▶ **Activity**:
Scan the listing and work out how many lines contain the word "Veterinară". Nothing but the number should be given.

=-=-=

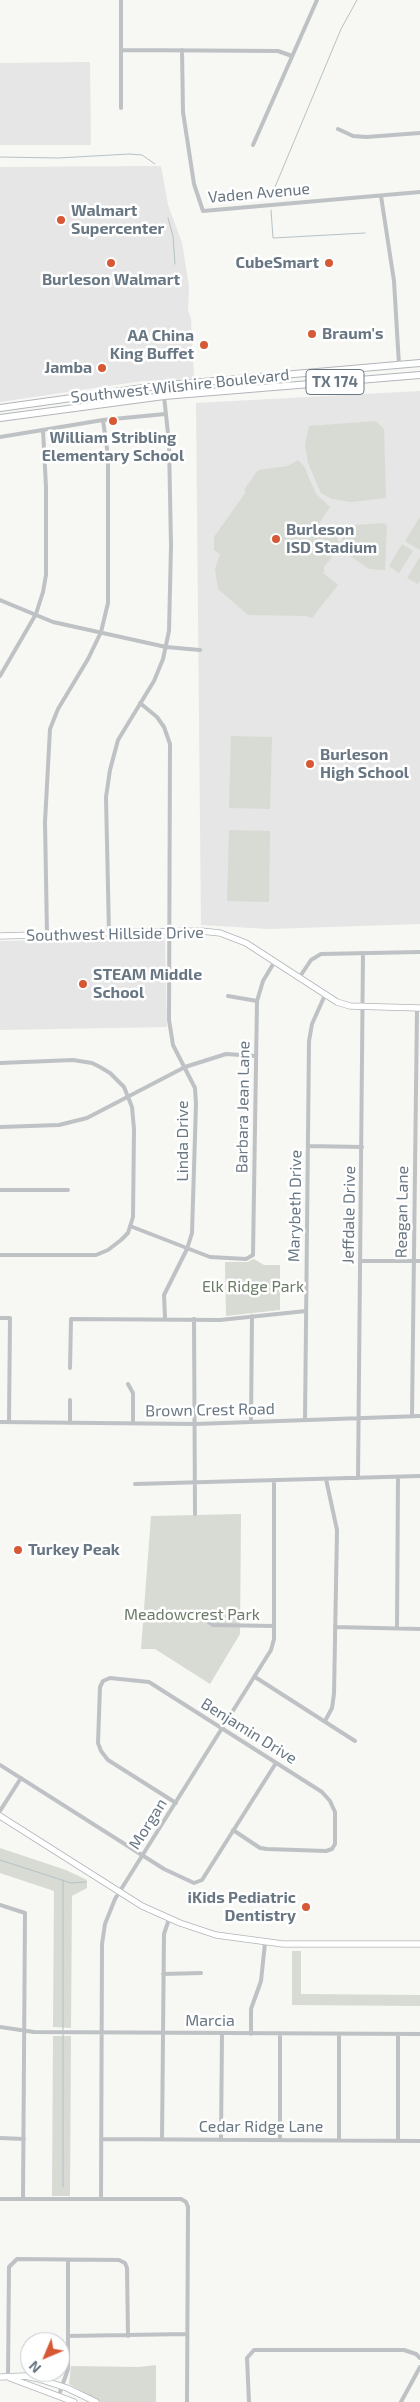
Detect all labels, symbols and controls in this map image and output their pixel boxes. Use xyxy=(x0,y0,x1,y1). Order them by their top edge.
street label: Vaden Avenue xyxy=(207,179,311,207)
place label: Walmart Supercenter xyxy=(71,201,164,239)
marker: Walmart Supercenter xyxy=(55,214,67,226)
place label: CubeSmart xyxy=(236,253,319,273)
marker: Burleson Walmart xyxy=(105,257,117,269)
marker: CubeSmart xyxy=(323,257,335,269)
place label: Burleson Walmart xyxy=(42,270,180,290)
place label: Braum's xyxy=(322,324,383,344)
place label: AA China King Buffet xyxy=(110,326,194,364)
marker: Braum's xyxy=(306,328,318,340)
marker: AA China King Buffet xyxy=(198,339,210,351)
place label: Jamba xyxy=(44,358,92,378)
marker: Jamba xyxy=(96,362,108,374)
street label: Southwest Wilshire Boulevard xyxy=(70,365,290,407)
road number: TX 174 xyxy=(306,370,364,394)
marker: William Stribling Elementary School xyxy=(107,415,119,427)
place label: William Stribling Elementary School xyxy=(42,428,184,466)
place label: Burleson ISD Stadium xyxy=(286,520,377,558)
marker: Burleson ISD Stadium xyxy=(270,533,282,545)
place label: Burleson High School xyxy=(320,745,409,783)
marker: Burleson High School xyxy=(304,758,316,770)
street label: Southwest Hillside Drive xyxy=(26,923,204,945)
place label: STEAM Middle School xyxy=(93,965,202,1003)
marker: STEAM Middle School xyxy=(77,978,89,990)
street label: Barbara Jean Lane xyxy=(232,1041,254,1173)
street label: Linda Drive xyxy=(173,1101,193,1181)
street label: Marybeth Drive xyxy=(284,1150,306,1262)
street label: Jeffdale Drive xyxy=(339,1166,359,1264)
street label: Reagan Lane xyxy=(392,1166,412,1258)
park label: Elk Ridge Park xyxy=(202,1277,304,1297)
street label: Brown Crest Road xyxy=(145,1399,275,1421)
place label: Turkey Peak xyxy=(28,1540,120,1560)
marker: Turkey Peak xyxy=(12,1544,24,1556)
park label: Meadowcrest Park xyxy=(124,1605,260,1625)
street label: Benjamin Drive xyxy=(198,1694,300,1768)
street label: Morgan xyxy=(125,1795,171,1853)
place label: iKids Pediatric Dentistry xyxy=(188,1888,296,1926)
marker: iKids Pediatric Dentistry xyxy=(300,1901,312,1913)
street label: Marcia xyxy=(185,2011,235,2031)
street label: Cedar Ridge Lane xyxy=(199,2117,323,2137)
north arrow xyxy=(20,2332,70,2382)
text: N xyxy=(25,2358,44,2377)

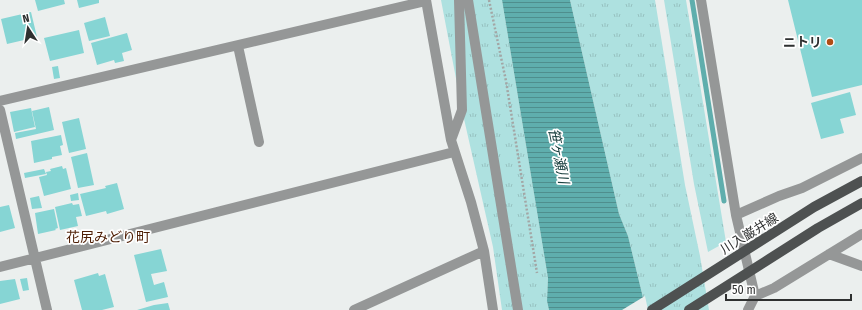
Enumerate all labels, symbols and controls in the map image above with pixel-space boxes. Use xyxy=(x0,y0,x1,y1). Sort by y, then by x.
north arrow xyxy=(8,8,48,48)
text: N xyxy=(21,12,31,26)
place label: ニトリ xyxy=(783,35,822,50)
marker: ニトリ xyxy=(825,37,835,47)
water label: 笹ヶ瀬川 xyxy=(545,127,573,187)
street label: 川入巌井線 xyxy=(718,210,781,257)
district label: 花尻みどり町 xyxy=(66,229,150,246)
scale bar xyxy=(726,276,851,302)
text: 50 m xyxy=(732,283,756,297)

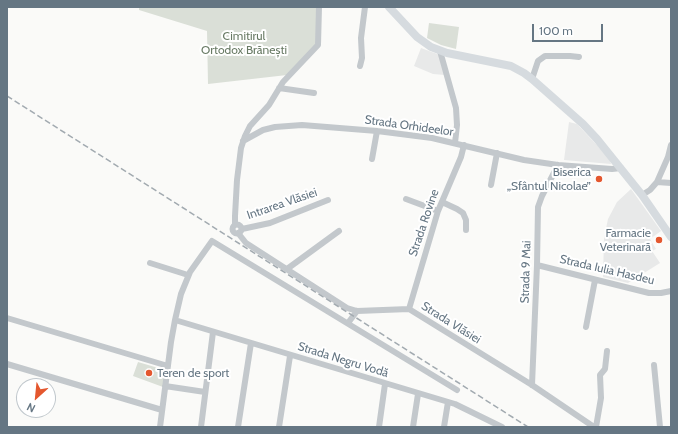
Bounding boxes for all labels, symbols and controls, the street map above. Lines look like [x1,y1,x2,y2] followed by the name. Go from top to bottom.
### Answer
[534,16,605,42] scale bar
[539,23,573,38] text: 100 m
[201,29,287,57] park label: Cimitirul Ortodox Brănești
[364,113,454,139] street label: Strada Orhideelor
[507,165,591,193] place label: Biserica „Sfântul Nicolae”
[594,174,604,184] marker: Biserica „Sfântul Nicolae”
[245,185,319,223] street label: Intrarea Vlăsiei
[406,187,442,259] street label: Strada Rovine
[600,226,651,254] place label: Farmacie Veterinară
[654,235,664,245] marker: Farmacie Veterinară
[518,240,534,304] street label: Strada 9 Mai
[558,252,656,288] street label: Strada Iulia Hasdeu
[419,299,483,347] street label: Strada Vlăsiei
[296,339,390,381] street label: Strada Negru Vodă
[157,366,229,380] place label: Teren de sport
[144,368,154,378] marker: Teren de sport
[16,378,56,418] north arrow
[24,400,38,416] text: N

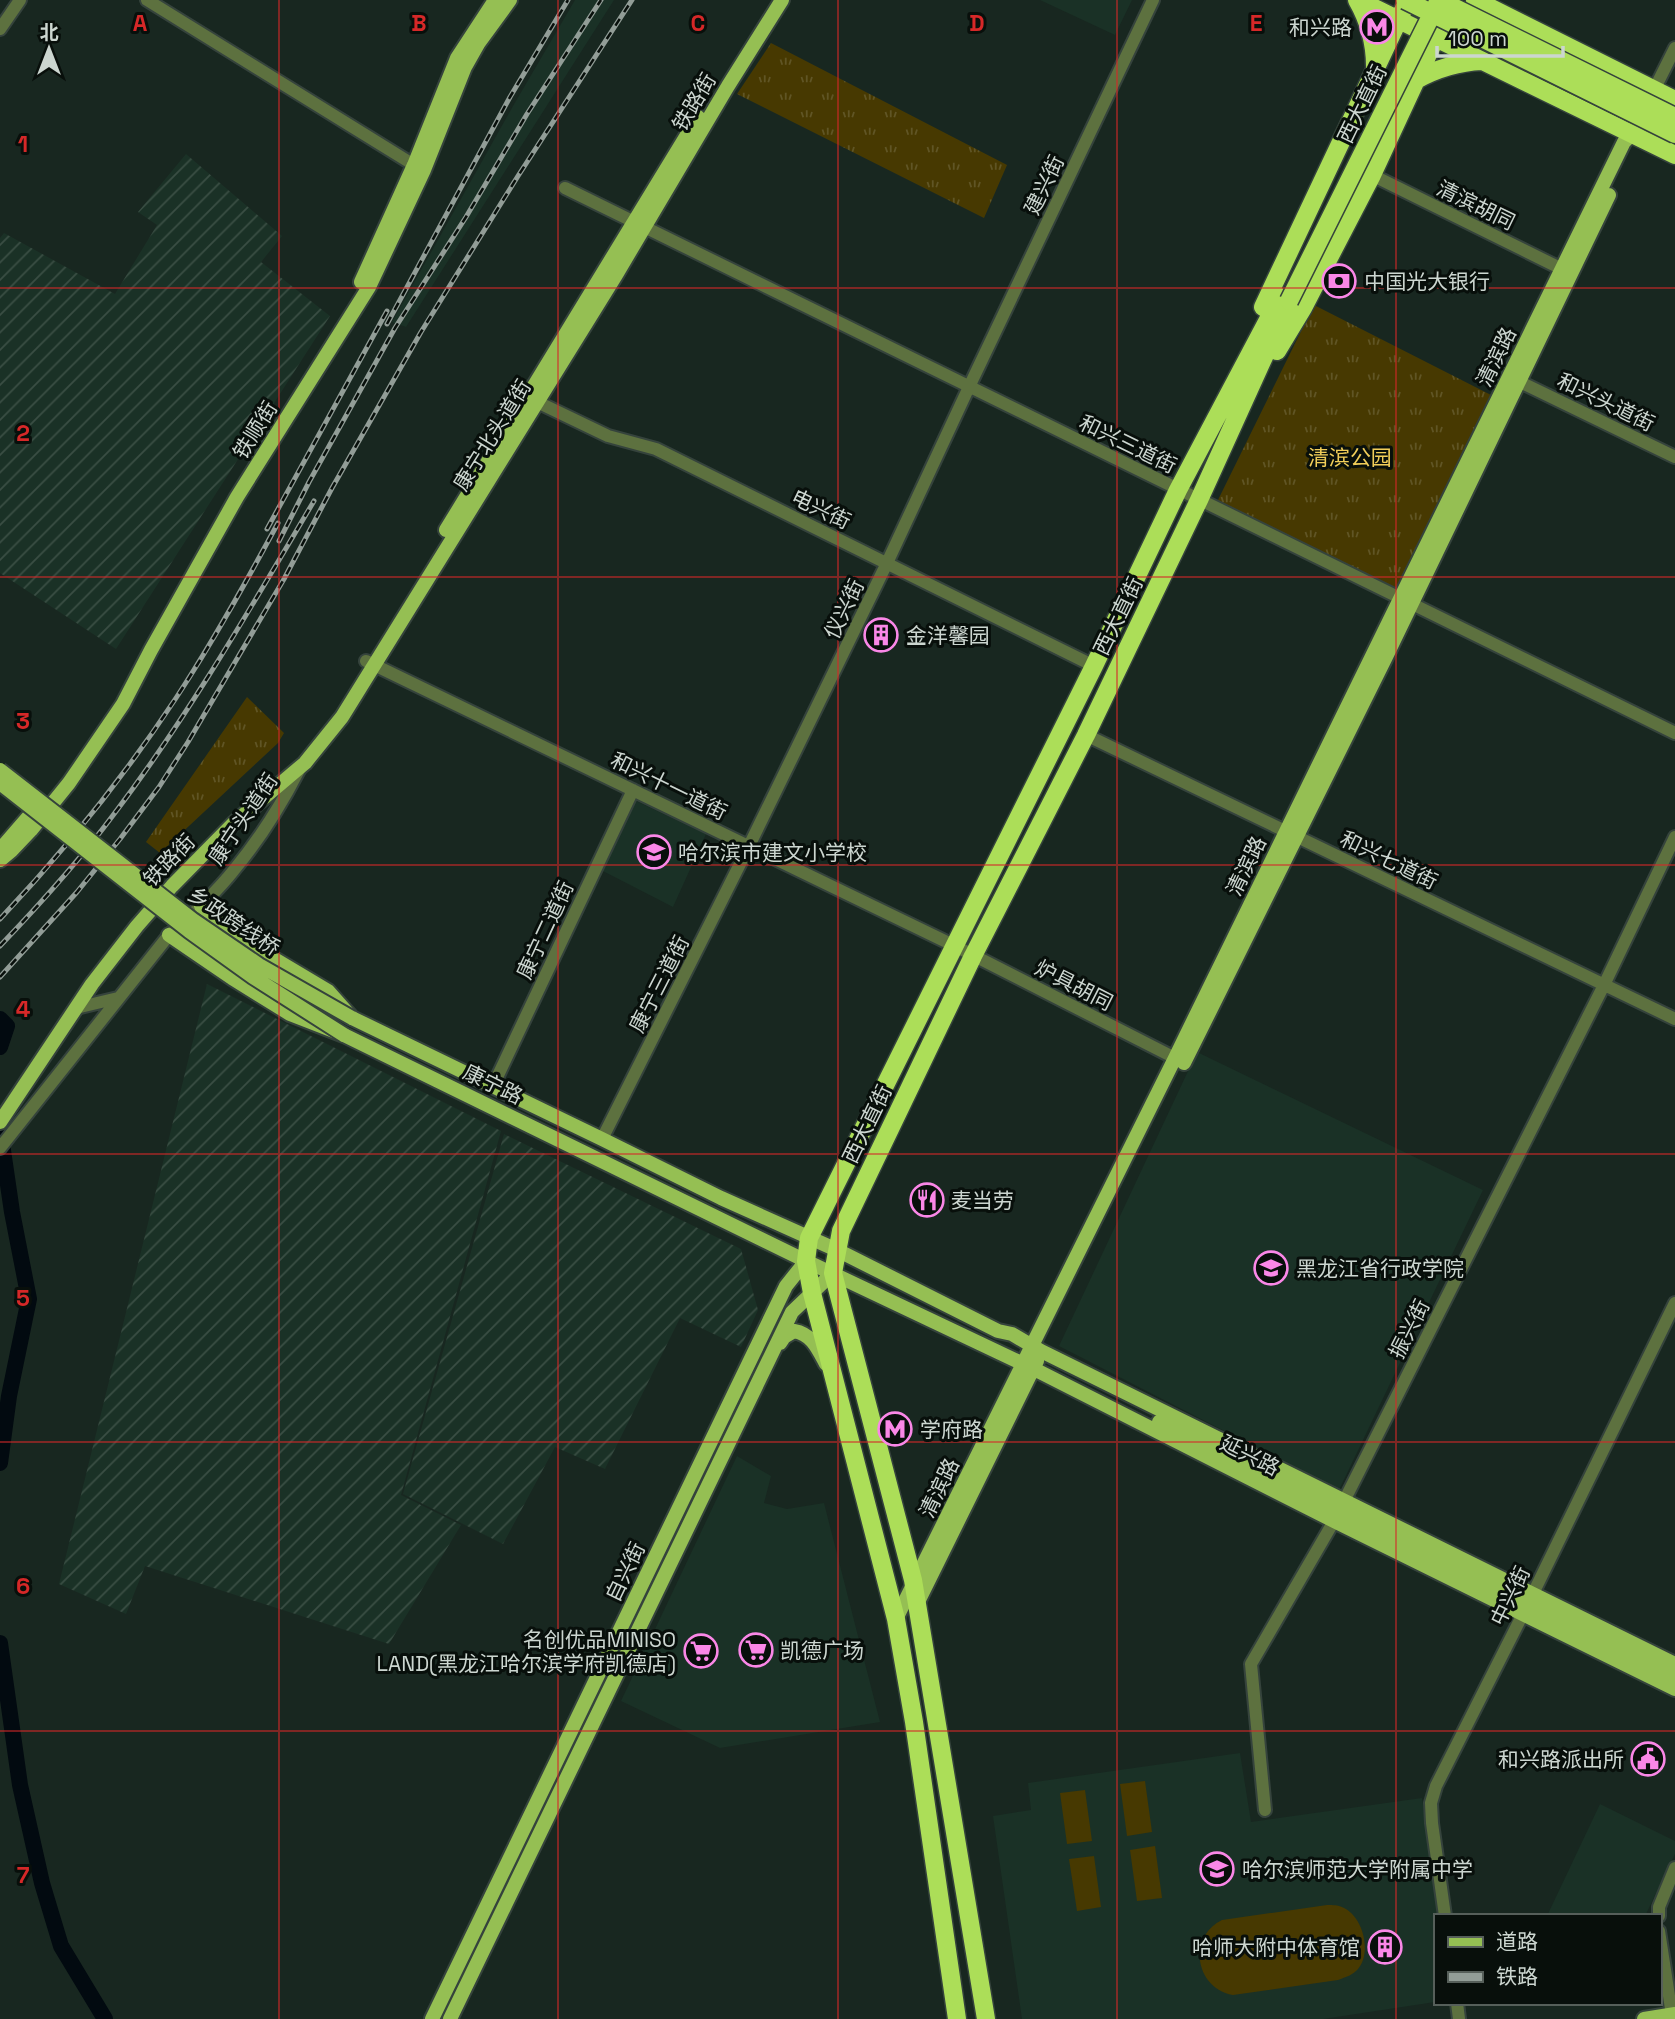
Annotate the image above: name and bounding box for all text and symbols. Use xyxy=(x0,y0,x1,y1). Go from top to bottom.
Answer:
text: A xyxy=(133,8,148,38)
text: B xyxy=(411,8,427,38)
text: C xyxy=(691,8,705,38)
text: D xyxy=(969,8,985,38)
text: E xyxy=(1250,8,1262,38)
metro station icon: 和兴路 xyxy=(1358,8,1396,46)
north arrow xyxy=(14,14,84,84)
place label: 和兴路 xyxy=(1289,14,1352,41)
scale bar xyxy=(1437,14,1563,58)
text: 北 xyxy=(39,20,59,45)
text: 100 m xyxy=(1448,25,1507,52)
street label: 西大直街 xyxy=(1331,60,1393,148)
street label: 铁路街 xyxy=(666,68,722,136)
text: 1 xyxy=(18,129,28,159)
street label: 建兴街 xyxy=(1018,151,1070,219)
street label: 清滨胡同 xyxy=(1432,174,1520,236)
bank icon: 中国光大银行 xyxy=(1320,262,1358,300)
place label: 中国光大银行 xyxy=(1364,268,1490,295)
street label: 清滨路 xyxy=(1470,323,1522,391)
street label: 和兴头道街 xyxy=(1553,367,1659,437)
street label: 康宁北头道街 xyxy=(447,374,537,496)
street label: 铁顺街 xyxy=(227,396,283,464)
street label: 和兴三道街 xyxy=(1075,409,1181,479)
text: 2 xyxy=(16,418,30,448)
park label: 清滨公园 xyxy=(1308,444,1392,471)
street label: 电兴街 xyxy=(787,483,855,535)
street label: 西大直街 xyxy=(1087,572,1149,660)
street label: 仪兴街 xyxy=(818,575,870,643)
building icon: 金洋馨园 xyxy=(862,616,900,654)
place label: 金洋馨园 xyxy=(906,622,990,649)
text: 3 xyxy=(16,706,30,736)
street label: 和兴十一道街 xyxy=(606,746,732,826)
street label: 康宁头道街 xyxy=(202,768,284,870)
street label: 和兴七道街 xyxy=(1336,825,1442,895)
street label: 铁路街 xyxy=(137,828,201,892)
street label: 清滨路 xyxy=(1220,832,1272,900)
school or university icon: 哈尔滨市建文小学校 xyxy=(635,833,673,871)
place label: 哈尔滨市建文小学校 xyxy=(678,839,867,866)
street label: 康宁二道街 xyxy=(511,877,579,983)
street label: 乡政跨线桥 xyxy=(183,880,285,962)
street label: 康宁三道街 xyxy=(623,931,695,1037)
street label: 炉具胡同 xyxy=(1030,954,1118,1016)
text: 4 xyxy=(16,994,31,1024)
street label: 康宁路 xyxy=(459,1058,527,1110)
street label: 西大直街 xyxy=(836,1080,898,1168)
restaurant icon: 麦当劳 xyxy=(908,1181,946,1219)
place label: 麦当劳 xyxy=(951,1187,1014,1214)
school or university icon: 黑龙江省行政学院 xyxy=(1252,1249,1290,1287)
place label: 黑龙江省行政学院 xyxy=(1296,1255,1464,1282)
text: 5 xyxy=(16,1283,30,1313)
street label: 振兴街 xyxy=(1383,1295,1435,1363)
metro station icon: 学府路 xyxy=(876,1410,914,1448)
place label: 学府路 xyxy=(920,1416,983,1443)
street label: 延兴路 xyxy=(1216,1429,1284,1481)
street label: 清滨路 xyxy=(913,1454,965,1522)
street label: 自兴街 xyxy=(599,1538,651,1606)
street label: 中兴街 xyxy=(1484,1562,1536,1630)
text: 6 xyxy=(16,1571,30,1601)
place label: 名创优品MINISO LAND(黑龙江哈尔滨学府凯德店) xyxy=(377,1626,676,1677)
supermarket icon: 凯德广场 xyxy=(737,1631,775,1669)
supermarket icon: 名创优品MINISO LAND(黑龙江哈尔滨学府凯德店) xyxy=(682,1632,720,1670)
place label: 凯德广场 xyxy=(780,1637,864,1664)
public building icon: 和兴路派出所 xyxy=(1629,1740,1667,1778)
place label: 和兴路派出所 xyxy=(1498,1746,1624,1773)
school or university icon: 哈尔滨师范大学附属中学 xyxy=(1198,1850,1236,1888)
place label: 哈尔滨师范大学附属中学 xyxy=(1242,1856,1473,1883)
text: 7 xyxy=(17,1860,30,1890)
legend xyxy=(1434,1914,1661,2005)
building icon: 哈师大附中体育馆 xyxy=(1366,1928,1404,1966)
text: 道路 xyxy=(1496,1928,1538,1955)
place label: 哈师大附中体育馆 xyxy=(1192,1934,1360,1961)
text: 铁路 xyxy=(1496,1963,1538,1990)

=-=-=

▶ **Reply**:
2